There are a number of reasons kids are selective with foods: sensory issues, developing likes and dislikes in their brain, etc. It's important to have realistic expectations for our children.

Firstly, kids have preferences just like we do. If someone forced me to eat snap peas, I sure would put up a fight. I shouldn’t expect anything more from my child either. It’s normal. Let me repeat, IT IS NORMAL for kids to exert independence at mealtime. Kids are their own little humans learning to operate in a world with choices. It is developmentally appropriate, and healthy for kids to have likes and dislikes. Additionally, kids aren’t in charge of a lot of things in their lives, and if we are honest, much of their day is planned and calculated. The two places kids have some level of control are what they put in their mouth and when they close their eyes to sleep. This is why we often see mealtime and bedtime challenges. 

Here are my top two tips for managing mealtime challenges: 

1.Focus on keeping consistency with mealtimes and recognizing that we can only control what we put on the plate and let go of the rest. Seriously, this is one of those lessons I am constantly relearning as a parent. Giving up control is easier said than done, but once we recognize what we can and can’t control and let go of the rest, I promise it will feel freeing! If we focus our attention on having a consistent mealtime schedule (which looks different for every family, and that’s okay!), it will help kids know what to expect and feel confident in that. 

2.It might seem counterintuitive, but it will minimize pressure around mealtime and maximize moments for toddler/child independence. When kids don’t eat, our instinct is to exert more power and force/persuade our kids to eat, but that often leads to power struggles; Kids want to fight back. 

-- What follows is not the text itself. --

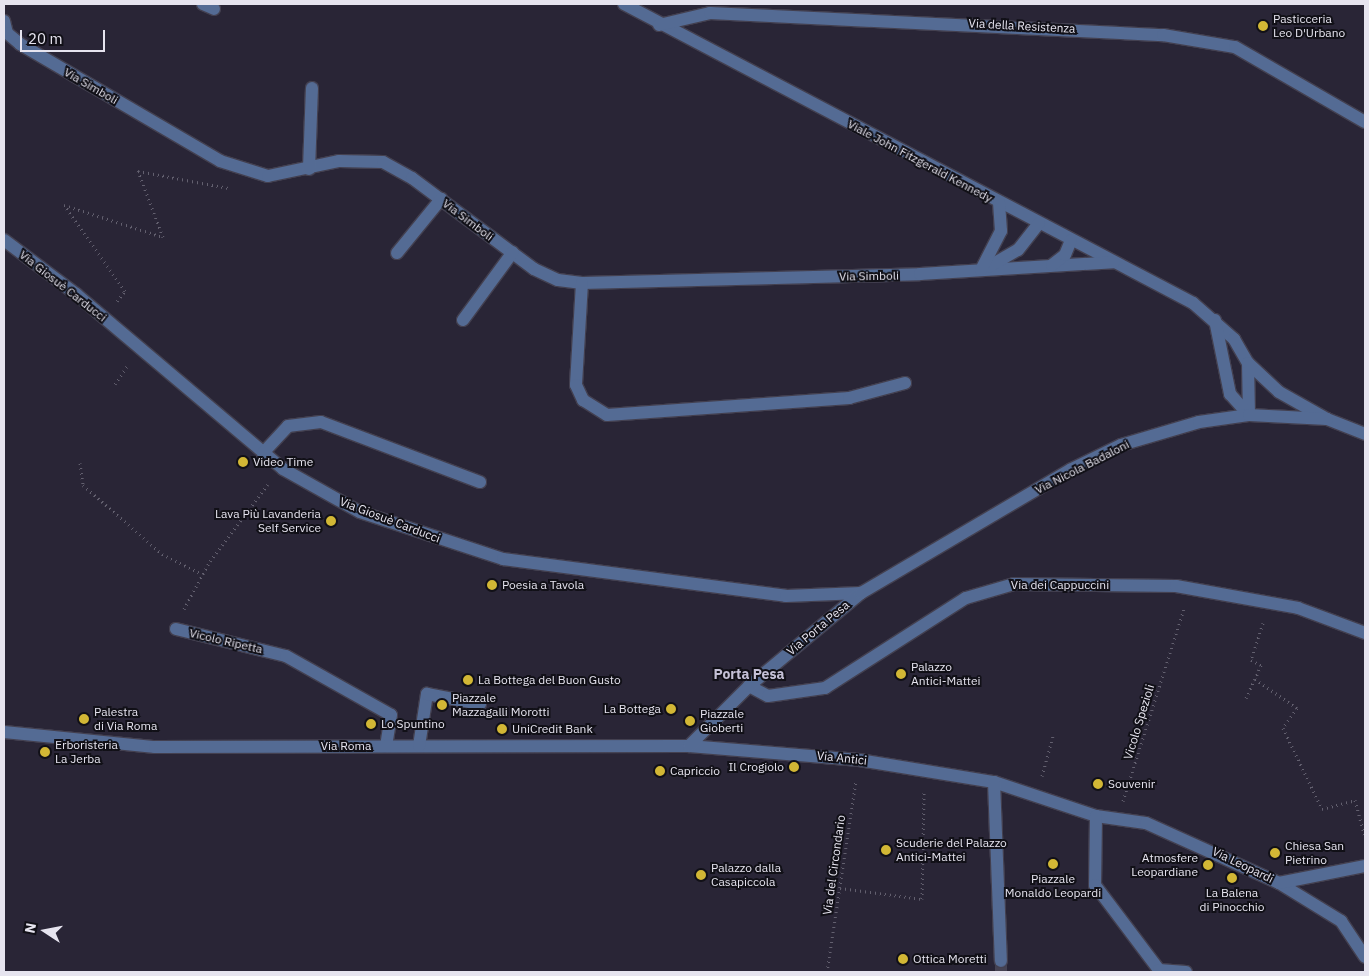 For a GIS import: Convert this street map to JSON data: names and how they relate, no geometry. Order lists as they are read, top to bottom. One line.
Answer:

Here are some other tips to increase exposures to foods and help our kids create a healthy relationship with food: 

  • If you do dessert, offer desserts on the same plate as dinner to help keep all food on the same playing field. We don’t want to put dessert on a pedestal so this helps keep all foods equal. Dessert can look like frozen fruit, a cookie, etc. You choose. 
  • Offer one preferred food on the plate at each meal but serve what you normally serve. If we serve a different meal for a child, this can limit exposure to new foods based on what we think kids will eat (AND, it can be extremely taxing on parents who already have to prepare a meal).
  • Consider offering a “No, thank you” bowl. Offering a bowl on the table for children to place unwanted items allows kids to feel in charge of deciding what they do and don't want to eat. Giving them this power, we notice kids eat more because they feel more independent and in control with less pressure from parents/caregivers. 
  • The less pressure around mealtime the better. I highly recommend not talking about food at the dinner table, choose another topic. Maybe do a game called Mad, Sad, Glad. Each family member says one thing that made them feel each emotion today. If kids aren’t quite able to express a time they felt these emotions, that’s okay! Model it yourself and you will be surprised by how quickly kids catch on and learn the skill of reflecting on their day.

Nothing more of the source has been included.